Już jutro, tj. 17 sierpnia o godzinie 22:00 na Estadio Mestalla dojdzie do pojedynku dwóch najlepszych drużyn w Hiszpanii. Zdobywca Pucharu Króla Valencia zmierzy się z aktualnym mistrzem kraju, Realem Madryt. Będzie to pierwszy z dwóch meczów rozgrywanych w ramach Superpucharu Hiszpanii.
W ubiegłym roku doszło do fantastycznego pojedynku między Realem Madryt a FC Sevillą. Dwumecz zakończył się zwycięstwem tych drugich, jednak był to początek pracy Bernda Schustera z „Królewskimi”. Cały piłkarski świat przyglądał się nowemu trenerowi, który sprowadzając młodych piłkarzy miał zdobyć wszystko. Niestety udało się tylko obronić tytuł mistrza kraju. W tym roku, Real Madryt nie szaleje na rynku transferowym, a nawet może stracić kilku graczy. Coraz głośniej mówi się o konflikcie na linii Robinho- Real. Brazylijczyk chce odejść do Chelsea Londyn, po tym jak miał być wymieniony za gwiazdę ManU Cristiano Ronaldo. Jednak to nie jedyny problem niemieckiego trenera. W pierwszym meczu z Valencią, Real wystąpi bez Marcelo, Gago, Drenthe, którzy są na Igrzyskach Olimpijskich a także bez Sneijdera i Cannavaro, Ci się leczą. Z powodu czerwonej kartki jaką dostał w meczu z Sevillą, Schuster nie będzie mógł wystawić Portugalczyka Pepe. Z pewnością na boisku pojawi się nowy nabytek Realu, Rafael Van der Vaart.
W tegorocznej edycji Superpucharu Hiszpanii to Valencia skupiać będzie na sobie, uwagę piłkarskiego świata. Nowy trener, nowa koncepcja gry i nowi zawodnicy, mają w tym sezonie pozwolić na zajęcie lepszego miejsca niż przed rokiem. Trener Unai Emery obawia się pojedynku z Realem i sam przyznaje, że jego zespół nie jest w 100% formie.

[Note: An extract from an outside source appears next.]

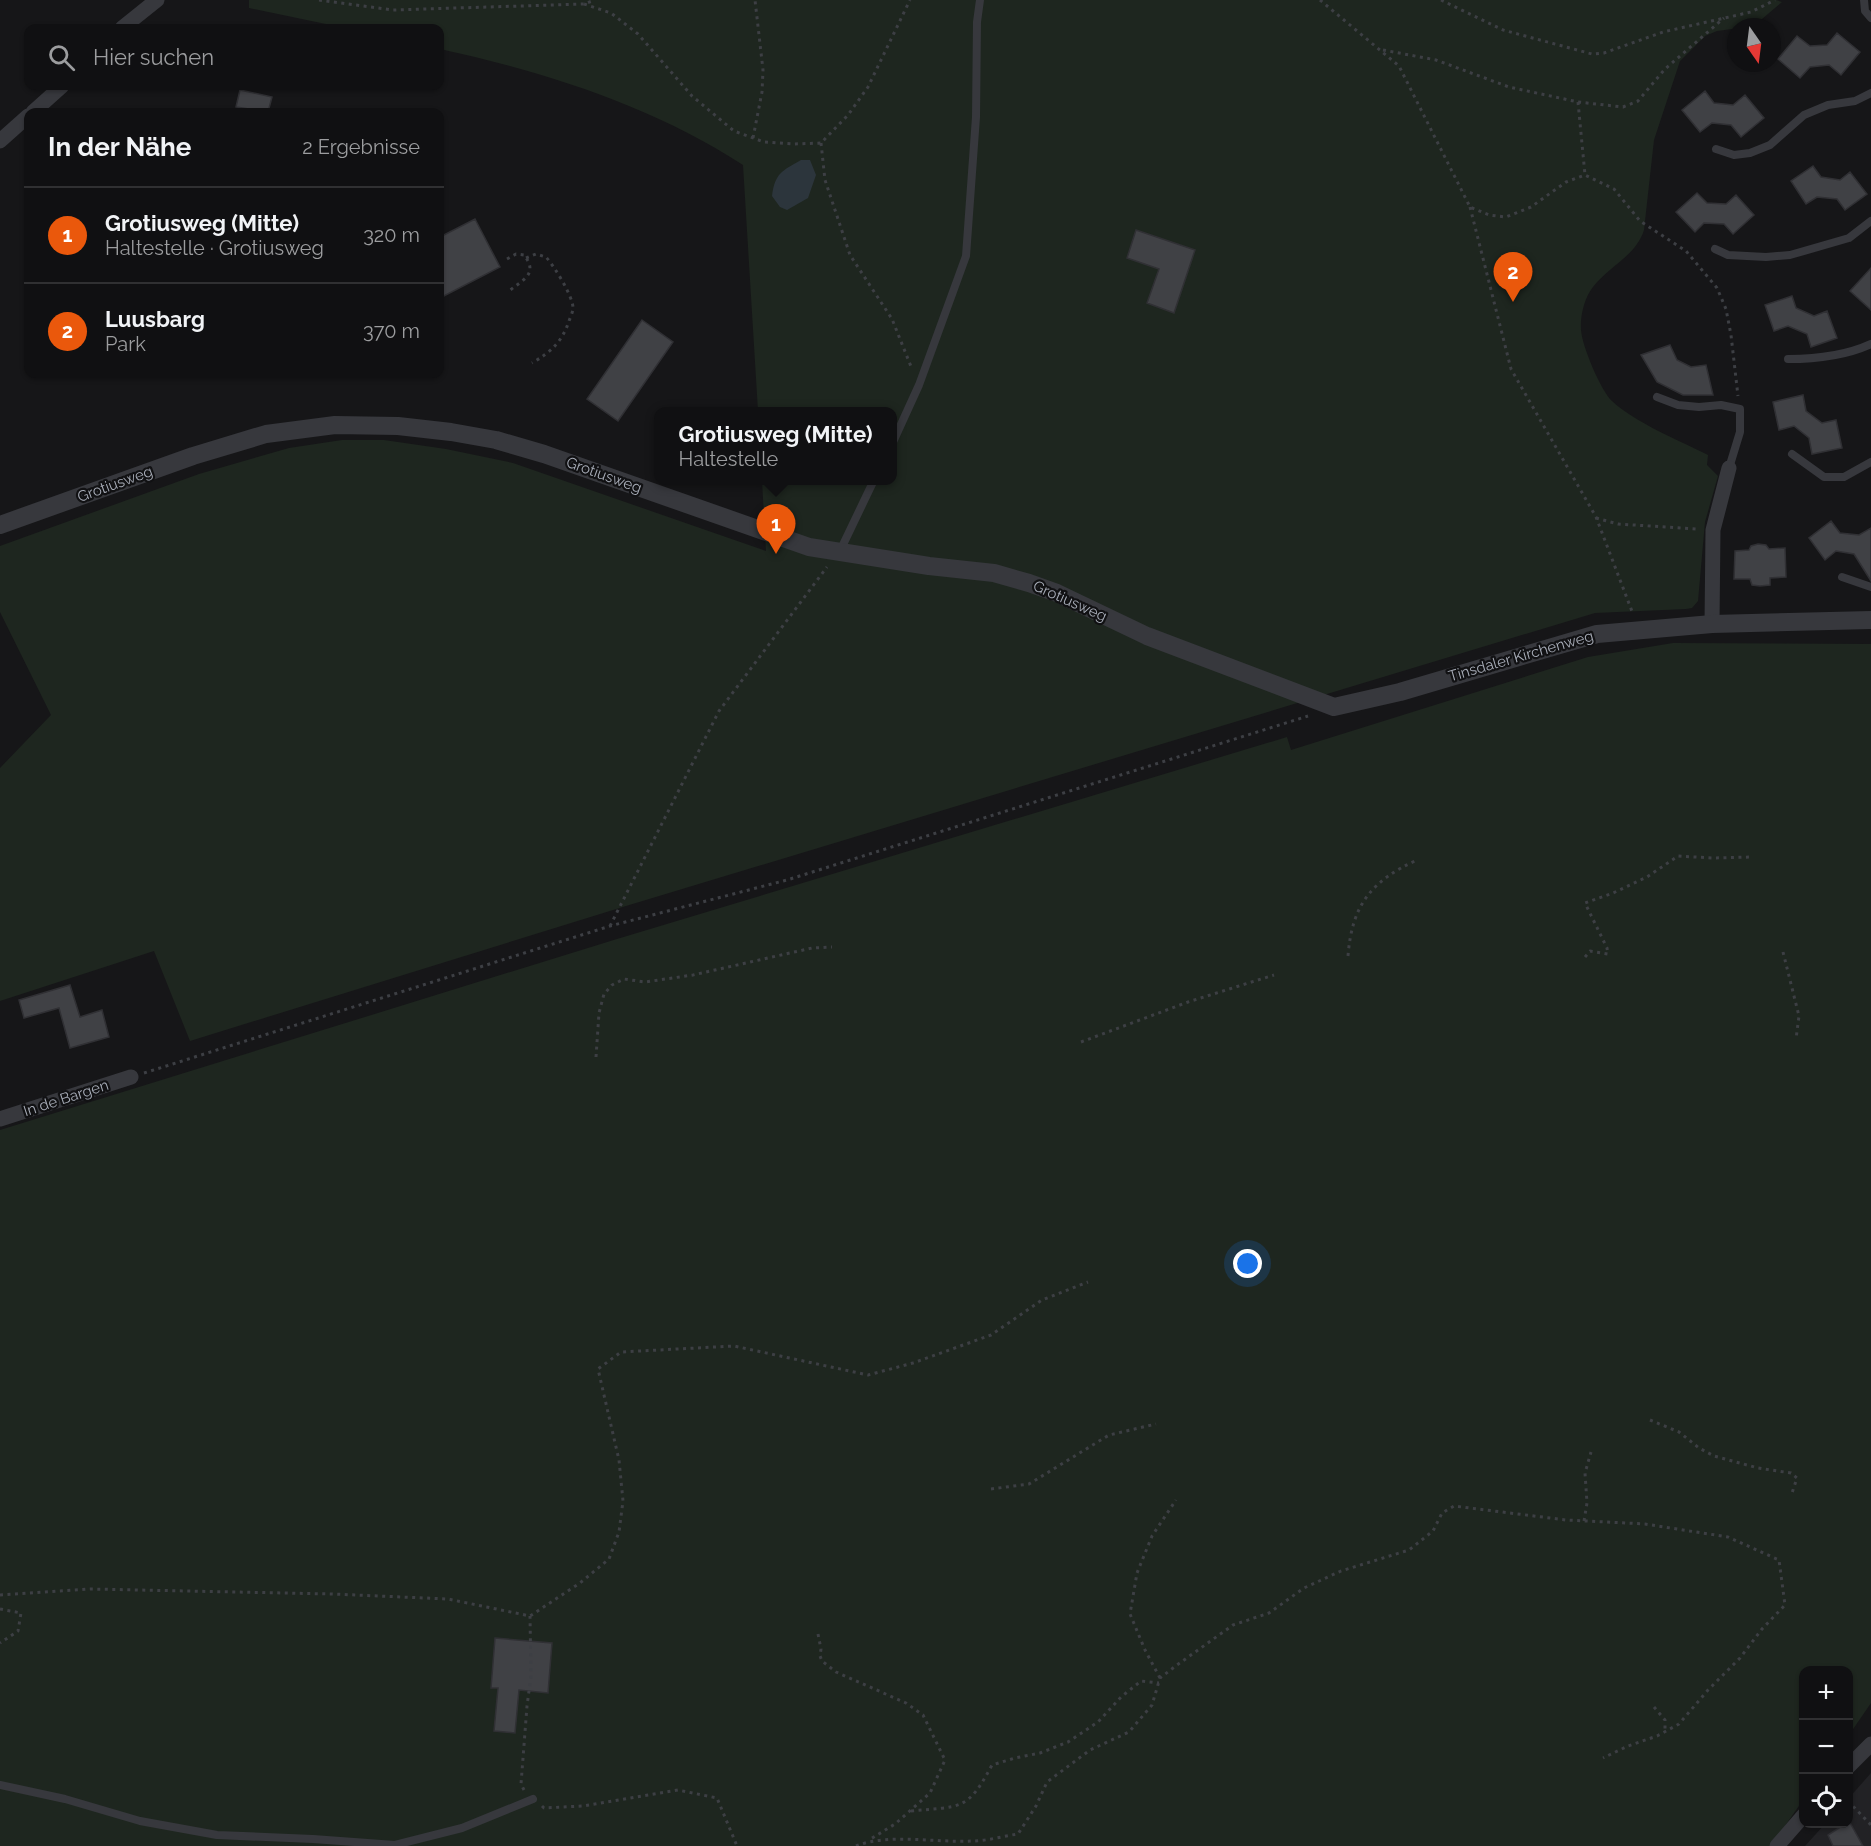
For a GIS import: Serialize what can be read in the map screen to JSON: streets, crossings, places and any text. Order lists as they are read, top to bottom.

„Najważniejsza jest mentalność, musimy być twardzi i nie oglądać się na rywala, wszyscy razem pracować w defensywie i ataku.To będzie inne spotkanie, ponieważ drużyna pała żądzą wygrywania i w tym meczu będzie chciała zrobić kolejny krok w kierunku swojego głównego celu. Real to wielka ekipa, ale musimy pamiętać, że to na nas skupione będą oczy naszych fanów, to na nich właśnie musimy oprzeć swoją przewagę w pierwszym spotkaniu.”– powiedział trener Valencii. Emery w przeciwieństwie do Schustera będzie mógł skorzystać z wszystkich swoich zawodników.
Kto wygra pierwsze spotkanie Superpucharu Hiszpanii? Piłkarz młodzieżowej reprezentacji Polski i SC Heerenveen, Paweł Wojciechowski uważa, że Valencia:
„Moim zdaniem, mecz Valencia-Real Madryt dostarczy kibicom wielu wrażeń. W zespole „Nietoperzy” występuje, według mnie najlepszy napastnika na świecie i to od jego dyspozycji zależeć będzie to czy Valencia wygra mecz z Realem. David Villa podczas Euro 2008 prezentował się bardzo dobrze i mam nadzieję, że dalej jest w wysokiej formie. Real Madryt sprowadził Van der Vaarta, który mimo, że podczas ME nie pokazał zbyt wiele, to jest bardzo wartościowym zawodnikiem. W dodatku w samym zespole panuje niezbyt dobra atmosfera, najpierw szum wywołany przejściem Ronaldo, a teraz obraził się Robinho. Jak będzie to się okaże, jednak ja kibicuje Valencii”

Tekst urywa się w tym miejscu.